>>>>>

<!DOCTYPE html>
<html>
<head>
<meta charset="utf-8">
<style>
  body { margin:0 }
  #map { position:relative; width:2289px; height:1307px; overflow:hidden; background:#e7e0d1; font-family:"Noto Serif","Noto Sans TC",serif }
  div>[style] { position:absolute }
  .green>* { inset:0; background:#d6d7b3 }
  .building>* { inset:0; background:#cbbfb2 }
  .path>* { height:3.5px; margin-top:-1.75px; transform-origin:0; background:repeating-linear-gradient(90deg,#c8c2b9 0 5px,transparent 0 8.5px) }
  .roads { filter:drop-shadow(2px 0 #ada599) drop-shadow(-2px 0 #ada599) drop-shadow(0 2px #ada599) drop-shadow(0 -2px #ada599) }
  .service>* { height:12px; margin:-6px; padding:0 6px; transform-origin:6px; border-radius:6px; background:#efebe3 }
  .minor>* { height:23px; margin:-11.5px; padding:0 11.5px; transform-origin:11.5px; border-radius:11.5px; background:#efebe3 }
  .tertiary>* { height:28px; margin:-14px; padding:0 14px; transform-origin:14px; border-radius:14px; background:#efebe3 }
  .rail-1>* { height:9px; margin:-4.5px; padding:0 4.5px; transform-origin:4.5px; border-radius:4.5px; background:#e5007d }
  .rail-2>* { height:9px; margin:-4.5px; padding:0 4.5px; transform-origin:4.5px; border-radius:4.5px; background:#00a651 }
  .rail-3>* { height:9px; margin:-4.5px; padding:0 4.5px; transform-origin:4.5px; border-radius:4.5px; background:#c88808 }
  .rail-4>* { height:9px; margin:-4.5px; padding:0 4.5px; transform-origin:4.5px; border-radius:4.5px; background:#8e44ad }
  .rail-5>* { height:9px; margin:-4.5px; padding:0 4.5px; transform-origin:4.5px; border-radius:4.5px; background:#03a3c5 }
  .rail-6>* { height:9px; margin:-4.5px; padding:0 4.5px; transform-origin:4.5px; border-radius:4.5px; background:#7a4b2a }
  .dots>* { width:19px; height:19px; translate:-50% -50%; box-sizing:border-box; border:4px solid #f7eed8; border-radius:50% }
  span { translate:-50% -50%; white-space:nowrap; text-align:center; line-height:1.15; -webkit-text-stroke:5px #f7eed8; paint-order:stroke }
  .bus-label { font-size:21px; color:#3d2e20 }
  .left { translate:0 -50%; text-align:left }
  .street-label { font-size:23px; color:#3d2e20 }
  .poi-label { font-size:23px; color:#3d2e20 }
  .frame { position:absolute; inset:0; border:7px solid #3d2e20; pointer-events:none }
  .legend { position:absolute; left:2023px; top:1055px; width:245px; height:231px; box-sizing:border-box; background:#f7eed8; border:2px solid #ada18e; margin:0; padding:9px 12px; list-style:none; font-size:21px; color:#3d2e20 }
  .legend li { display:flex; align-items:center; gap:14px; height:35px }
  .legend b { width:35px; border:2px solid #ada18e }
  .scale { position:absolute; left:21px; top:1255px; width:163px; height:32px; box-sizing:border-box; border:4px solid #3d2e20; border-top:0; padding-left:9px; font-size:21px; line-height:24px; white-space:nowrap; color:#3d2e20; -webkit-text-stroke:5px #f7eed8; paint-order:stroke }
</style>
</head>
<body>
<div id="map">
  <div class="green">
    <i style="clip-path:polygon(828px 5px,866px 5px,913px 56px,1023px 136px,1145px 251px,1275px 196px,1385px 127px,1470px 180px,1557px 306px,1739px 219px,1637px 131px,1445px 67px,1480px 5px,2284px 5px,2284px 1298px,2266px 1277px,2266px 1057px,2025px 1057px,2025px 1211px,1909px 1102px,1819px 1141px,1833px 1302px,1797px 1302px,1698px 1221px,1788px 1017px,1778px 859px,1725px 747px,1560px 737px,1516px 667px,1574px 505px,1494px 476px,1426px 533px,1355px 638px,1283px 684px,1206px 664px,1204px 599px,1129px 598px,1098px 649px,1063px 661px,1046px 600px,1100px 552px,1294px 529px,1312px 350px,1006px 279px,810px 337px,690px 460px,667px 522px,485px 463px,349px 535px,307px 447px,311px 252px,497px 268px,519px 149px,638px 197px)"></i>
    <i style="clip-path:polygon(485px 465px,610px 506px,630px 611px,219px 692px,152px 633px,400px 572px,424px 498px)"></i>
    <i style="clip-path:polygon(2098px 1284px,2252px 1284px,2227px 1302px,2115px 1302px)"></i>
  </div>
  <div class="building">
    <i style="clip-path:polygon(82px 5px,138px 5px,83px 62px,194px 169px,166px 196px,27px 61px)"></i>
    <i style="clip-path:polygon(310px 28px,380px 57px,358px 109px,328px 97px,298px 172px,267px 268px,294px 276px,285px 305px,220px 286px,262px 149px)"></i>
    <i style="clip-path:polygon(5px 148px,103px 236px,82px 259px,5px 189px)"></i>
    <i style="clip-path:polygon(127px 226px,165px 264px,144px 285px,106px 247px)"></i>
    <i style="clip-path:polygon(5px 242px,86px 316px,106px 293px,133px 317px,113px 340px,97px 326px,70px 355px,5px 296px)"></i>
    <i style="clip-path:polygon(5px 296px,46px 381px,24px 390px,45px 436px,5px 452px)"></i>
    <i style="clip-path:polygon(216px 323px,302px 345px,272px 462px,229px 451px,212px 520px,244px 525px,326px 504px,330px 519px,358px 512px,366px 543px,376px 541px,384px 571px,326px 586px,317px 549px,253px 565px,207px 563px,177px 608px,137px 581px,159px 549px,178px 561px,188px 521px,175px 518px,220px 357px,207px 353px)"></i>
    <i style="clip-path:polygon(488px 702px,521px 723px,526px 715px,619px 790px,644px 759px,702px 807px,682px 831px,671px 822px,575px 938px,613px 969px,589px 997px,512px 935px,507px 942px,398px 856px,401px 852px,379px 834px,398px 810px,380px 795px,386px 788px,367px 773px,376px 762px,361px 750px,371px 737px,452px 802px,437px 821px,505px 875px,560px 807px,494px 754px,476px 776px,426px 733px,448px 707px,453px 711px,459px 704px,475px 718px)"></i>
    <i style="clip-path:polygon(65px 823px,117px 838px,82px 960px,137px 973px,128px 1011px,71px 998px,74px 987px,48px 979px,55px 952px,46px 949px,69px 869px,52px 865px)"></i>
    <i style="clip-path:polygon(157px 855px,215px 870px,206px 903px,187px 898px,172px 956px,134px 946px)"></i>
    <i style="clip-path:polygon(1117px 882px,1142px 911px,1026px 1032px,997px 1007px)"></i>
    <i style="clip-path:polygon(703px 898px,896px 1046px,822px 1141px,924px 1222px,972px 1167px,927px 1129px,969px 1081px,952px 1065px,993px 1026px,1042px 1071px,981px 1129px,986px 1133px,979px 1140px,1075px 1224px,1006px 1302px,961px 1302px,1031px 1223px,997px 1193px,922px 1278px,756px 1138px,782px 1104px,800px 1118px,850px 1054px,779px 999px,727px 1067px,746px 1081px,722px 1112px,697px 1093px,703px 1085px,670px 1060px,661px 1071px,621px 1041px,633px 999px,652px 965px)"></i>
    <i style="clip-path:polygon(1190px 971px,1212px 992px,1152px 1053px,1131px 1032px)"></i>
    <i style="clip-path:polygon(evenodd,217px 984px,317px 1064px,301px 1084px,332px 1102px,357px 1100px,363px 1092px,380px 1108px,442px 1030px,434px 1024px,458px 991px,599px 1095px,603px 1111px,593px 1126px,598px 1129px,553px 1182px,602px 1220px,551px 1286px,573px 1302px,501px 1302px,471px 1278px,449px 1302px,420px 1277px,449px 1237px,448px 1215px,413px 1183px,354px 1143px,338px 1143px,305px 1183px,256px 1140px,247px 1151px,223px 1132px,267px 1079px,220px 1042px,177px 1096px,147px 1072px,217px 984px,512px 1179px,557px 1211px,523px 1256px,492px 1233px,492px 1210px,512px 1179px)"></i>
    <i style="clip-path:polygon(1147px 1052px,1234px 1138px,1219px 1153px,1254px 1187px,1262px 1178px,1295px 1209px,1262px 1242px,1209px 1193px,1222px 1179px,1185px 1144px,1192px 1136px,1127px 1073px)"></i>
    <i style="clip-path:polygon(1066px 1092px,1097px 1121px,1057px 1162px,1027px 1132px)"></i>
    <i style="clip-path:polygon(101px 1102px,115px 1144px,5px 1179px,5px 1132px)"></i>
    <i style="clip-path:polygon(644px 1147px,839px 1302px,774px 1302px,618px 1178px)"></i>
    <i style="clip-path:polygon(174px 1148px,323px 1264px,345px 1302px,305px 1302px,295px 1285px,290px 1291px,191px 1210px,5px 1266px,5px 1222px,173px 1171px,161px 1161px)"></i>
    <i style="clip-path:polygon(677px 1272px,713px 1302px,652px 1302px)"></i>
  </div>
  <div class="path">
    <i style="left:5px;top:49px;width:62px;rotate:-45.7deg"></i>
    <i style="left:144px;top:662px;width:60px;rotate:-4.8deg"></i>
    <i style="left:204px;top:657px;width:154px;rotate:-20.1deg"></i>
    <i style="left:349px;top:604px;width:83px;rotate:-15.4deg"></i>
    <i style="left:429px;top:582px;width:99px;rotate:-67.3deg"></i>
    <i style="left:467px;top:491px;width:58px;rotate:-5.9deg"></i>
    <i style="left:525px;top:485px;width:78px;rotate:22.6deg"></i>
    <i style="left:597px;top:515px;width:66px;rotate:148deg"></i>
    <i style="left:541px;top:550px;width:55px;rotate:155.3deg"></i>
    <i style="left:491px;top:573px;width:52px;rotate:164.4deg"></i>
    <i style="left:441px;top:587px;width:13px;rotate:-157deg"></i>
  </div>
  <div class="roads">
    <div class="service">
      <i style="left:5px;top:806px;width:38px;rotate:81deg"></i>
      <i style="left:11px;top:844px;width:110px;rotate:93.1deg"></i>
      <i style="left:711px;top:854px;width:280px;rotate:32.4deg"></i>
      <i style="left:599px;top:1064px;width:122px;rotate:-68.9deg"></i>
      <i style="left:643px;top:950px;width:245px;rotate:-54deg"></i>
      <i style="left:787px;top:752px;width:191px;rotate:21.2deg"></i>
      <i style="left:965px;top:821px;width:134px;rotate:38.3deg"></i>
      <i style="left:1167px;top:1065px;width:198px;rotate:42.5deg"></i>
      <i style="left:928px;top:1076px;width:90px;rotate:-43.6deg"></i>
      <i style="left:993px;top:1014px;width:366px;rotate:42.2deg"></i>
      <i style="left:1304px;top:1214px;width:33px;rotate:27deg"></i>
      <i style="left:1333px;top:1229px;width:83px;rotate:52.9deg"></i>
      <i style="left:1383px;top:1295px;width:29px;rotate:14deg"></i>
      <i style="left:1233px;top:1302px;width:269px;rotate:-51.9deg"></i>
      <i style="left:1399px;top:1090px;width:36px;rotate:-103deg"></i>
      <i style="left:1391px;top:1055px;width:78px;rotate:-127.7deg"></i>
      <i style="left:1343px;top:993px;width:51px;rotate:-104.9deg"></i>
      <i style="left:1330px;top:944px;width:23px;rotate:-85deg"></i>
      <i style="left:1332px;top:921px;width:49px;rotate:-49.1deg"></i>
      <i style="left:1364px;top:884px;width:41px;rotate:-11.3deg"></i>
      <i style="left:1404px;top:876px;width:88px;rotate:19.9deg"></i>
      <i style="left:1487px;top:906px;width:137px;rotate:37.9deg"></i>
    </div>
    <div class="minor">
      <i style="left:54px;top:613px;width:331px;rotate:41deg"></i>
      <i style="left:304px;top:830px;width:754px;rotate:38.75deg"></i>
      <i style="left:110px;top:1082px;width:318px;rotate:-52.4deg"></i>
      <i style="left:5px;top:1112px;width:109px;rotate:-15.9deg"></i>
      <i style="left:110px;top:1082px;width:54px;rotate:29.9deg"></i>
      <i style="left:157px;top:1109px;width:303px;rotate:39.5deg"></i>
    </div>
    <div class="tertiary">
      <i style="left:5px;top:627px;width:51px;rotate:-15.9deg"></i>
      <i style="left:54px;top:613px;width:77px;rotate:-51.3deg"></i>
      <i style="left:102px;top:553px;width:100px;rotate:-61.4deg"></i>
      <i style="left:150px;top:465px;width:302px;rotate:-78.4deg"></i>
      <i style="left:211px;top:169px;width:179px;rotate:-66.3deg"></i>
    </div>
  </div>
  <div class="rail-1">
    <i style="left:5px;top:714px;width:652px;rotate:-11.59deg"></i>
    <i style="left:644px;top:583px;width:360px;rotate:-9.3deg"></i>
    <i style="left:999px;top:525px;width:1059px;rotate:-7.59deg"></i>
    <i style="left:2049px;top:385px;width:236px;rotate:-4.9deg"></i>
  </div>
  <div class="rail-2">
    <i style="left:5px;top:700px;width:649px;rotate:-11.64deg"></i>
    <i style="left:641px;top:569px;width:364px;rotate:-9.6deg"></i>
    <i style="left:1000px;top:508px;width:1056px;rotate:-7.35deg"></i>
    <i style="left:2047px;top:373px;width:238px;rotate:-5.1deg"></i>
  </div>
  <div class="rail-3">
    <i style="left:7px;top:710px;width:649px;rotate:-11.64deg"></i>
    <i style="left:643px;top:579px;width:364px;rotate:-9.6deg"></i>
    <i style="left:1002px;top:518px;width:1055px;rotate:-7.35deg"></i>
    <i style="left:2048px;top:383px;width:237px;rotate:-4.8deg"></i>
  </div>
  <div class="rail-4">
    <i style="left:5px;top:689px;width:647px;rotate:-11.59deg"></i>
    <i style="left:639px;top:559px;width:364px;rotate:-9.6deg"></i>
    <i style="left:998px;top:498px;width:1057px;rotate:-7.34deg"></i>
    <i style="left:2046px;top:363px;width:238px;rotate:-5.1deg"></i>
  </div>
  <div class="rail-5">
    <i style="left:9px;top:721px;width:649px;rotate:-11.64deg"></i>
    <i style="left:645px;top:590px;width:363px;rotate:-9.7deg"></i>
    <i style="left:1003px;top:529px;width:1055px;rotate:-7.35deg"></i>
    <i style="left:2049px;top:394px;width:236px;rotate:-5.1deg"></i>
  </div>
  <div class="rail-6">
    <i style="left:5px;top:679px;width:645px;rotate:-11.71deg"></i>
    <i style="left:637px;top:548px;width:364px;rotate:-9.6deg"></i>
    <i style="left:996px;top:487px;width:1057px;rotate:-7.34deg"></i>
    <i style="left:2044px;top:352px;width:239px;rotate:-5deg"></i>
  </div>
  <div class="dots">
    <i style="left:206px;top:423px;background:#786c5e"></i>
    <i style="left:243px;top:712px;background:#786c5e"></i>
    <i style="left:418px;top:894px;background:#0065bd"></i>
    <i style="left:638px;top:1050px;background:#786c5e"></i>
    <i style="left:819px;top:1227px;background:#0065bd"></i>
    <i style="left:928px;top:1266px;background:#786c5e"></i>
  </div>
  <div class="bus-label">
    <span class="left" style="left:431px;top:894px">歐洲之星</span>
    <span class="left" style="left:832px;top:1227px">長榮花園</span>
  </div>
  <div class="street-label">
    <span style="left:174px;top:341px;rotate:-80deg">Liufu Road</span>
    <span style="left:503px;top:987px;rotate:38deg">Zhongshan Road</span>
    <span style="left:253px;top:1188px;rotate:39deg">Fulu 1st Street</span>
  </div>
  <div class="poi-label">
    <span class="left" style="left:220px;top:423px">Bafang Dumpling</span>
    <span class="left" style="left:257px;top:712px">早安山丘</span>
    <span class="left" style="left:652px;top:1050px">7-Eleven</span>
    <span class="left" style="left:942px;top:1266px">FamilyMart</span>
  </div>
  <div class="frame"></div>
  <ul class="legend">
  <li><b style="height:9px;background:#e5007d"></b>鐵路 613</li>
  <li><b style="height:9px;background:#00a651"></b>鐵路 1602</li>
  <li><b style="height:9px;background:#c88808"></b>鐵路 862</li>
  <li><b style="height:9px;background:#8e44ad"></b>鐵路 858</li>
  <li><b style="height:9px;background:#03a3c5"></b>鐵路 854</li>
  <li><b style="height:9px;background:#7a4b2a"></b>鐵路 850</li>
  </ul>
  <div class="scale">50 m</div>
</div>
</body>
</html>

<<<<<

Task item
The required output is the exact run of lines from the beginning of the records to the line with "height:12px; margin:-6px; padding:0", that line included.

Output of the exercise
<!DOCTYPE html>
<html>
<head>
<meta charset="utf-8">
<style>
  body { margin:0 }
  #map { position:relative; width:2289px; height:1307px; overflow:hidden; background:#e7e0d1; font-family:"Noto Serif","Noto Sans TC",serif }
  div>[style] { position:absolute }
  .green>* { inset:0; background:#d6d7b3 }
  .building>* { inset:0; background:#cbbfb2 }
  .path>* { height:3.5px; margin-top:-1.75px; transform-origin:0; background:repeating-linear-gradient(90deg,#c8c2b9 0 5px,transparent 0 8.5px) }
  .roads { filter:drop-shadow(2px 0 #ada599) drop-shadow(-2px 0 #ada599) drop-shadow(0 2px #ada599) drop-shadow(0 -2px #ada599) }
  .service>* { height:12px; margin:-6px; padding:0 6px; transform-origin:6px; border-radius:6px; background:#efebe3 }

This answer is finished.